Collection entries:
---
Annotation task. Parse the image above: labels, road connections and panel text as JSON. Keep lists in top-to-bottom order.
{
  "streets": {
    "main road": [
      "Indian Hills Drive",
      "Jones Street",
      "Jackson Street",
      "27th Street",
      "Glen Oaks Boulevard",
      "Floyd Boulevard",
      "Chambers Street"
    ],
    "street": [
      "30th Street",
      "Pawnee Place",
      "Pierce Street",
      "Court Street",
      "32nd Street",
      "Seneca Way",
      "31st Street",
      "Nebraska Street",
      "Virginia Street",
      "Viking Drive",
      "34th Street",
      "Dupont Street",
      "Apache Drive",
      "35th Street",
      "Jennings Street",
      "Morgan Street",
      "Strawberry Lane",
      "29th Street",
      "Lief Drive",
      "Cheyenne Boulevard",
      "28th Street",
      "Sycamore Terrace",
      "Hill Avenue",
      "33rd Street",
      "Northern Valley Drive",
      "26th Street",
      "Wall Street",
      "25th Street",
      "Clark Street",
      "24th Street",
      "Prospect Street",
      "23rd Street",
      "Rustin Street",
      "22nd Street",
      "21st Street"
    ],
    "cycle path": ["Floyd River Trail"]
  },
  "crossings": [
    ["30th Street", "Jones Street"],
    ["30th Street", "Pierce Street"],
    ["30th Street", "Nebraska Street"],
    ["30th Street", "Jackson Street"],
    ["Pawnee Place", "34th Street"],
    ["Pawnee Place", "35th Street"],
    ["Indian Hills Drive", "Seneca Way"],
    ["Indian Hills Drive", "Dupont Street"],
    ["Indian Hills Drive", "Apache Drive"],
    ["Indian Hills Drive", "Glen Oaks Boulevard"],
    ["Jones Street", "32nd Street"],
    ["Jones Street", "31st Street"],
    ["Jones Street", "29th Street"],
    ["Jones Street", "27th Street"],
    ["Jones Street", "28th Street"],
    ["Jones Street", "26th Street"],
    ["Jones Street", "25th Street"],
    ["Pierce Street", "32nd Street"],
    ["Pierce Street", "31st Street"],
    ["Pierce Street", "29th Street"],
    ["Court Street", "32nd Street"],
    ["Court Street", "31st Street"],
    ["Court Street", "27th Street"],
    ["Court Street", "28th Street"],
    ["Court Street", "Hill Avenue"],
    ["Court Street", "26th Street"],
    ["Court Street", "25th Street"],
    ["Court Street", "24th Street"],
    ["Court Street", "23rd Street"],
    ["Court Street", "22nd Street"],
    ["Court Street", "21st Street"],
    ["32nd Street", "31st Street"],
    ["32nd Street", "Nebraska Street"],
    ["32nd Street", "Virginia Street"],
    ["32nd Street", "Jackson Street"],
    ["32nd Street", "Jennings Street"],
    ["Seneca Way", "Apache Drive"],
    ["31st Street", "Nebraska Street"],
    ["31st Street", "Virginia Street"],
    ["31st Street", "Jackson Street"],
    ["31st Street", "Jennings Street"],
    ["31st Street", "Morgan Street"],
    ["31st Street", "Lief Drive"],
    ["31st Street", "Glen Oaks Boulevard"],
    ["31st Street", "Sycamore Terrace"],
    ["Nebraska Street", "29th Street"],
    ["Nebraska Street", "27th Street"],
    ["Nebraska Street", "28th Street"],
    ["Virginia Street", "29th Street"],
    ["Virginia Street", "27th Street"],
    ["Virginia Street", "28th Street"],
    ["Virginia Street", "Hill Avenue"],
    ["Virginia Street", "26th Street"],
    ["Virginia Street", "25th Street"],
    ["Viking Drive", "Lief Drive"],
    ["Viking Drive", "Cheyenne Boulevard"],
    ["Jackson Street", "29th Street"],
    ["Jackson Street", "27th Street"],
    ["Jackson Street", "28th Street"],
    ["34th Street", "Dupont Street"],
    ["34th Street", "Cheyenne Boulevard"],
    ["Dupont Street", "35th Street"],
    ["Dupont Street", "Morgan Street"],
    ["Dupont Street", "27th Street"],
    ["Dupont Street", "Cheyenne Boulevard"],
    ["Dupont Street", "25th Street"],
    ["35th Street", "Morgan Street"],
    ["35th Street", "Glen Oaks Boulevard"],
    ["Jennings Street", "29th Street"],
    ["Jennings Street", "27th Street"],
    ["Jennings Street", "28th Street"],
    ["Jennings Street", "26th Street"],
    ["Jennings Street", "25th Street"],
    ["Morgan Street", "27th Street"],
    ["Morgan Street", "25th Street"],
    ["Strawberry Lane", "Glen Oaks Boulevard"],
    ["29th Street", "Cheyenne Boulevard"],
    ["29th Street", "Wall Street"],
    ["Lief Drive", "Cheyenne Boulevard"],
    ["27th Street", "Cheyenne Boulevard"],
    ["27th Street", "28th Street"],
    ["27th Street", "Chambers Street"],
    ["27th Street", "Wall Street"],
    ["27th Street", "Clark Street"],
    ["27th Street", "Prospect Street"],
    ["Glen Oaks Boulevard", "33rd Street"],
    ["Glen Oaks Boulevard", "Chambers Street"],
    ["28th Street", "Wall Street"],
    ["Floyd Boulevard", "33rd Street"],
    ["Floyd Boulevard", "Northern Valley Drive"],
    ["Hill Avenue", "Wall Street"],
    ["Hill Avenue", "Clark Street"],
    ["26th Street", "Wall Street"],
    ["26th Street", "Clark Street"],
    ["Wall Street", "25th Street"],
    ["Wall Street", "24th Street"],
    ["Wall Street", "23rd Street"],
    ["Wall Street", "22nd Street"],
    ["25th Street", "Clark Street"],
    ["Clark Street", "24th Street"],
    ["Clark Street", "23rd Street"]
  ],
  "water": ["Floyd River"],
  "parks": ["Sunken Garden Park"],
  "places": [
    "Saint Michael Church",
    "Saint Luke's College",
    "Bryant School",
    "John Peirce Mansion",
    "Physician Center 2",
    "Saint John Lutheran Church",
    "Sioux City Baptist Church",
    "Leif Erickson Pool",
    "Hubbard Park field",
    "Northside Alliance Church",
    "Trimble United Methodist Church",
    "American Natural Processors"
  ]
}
---
## EXERCISE BRIEF
Your task is to collect every line above that contains the word "Church".

## RESPONSE TO THE TASK
    "Saint Michael Church",
    "Saint John Lutheran Church",
    "Sioux City Baptist Church",
    "Northside Alliance Church",
    "Trimble United Methodist Church",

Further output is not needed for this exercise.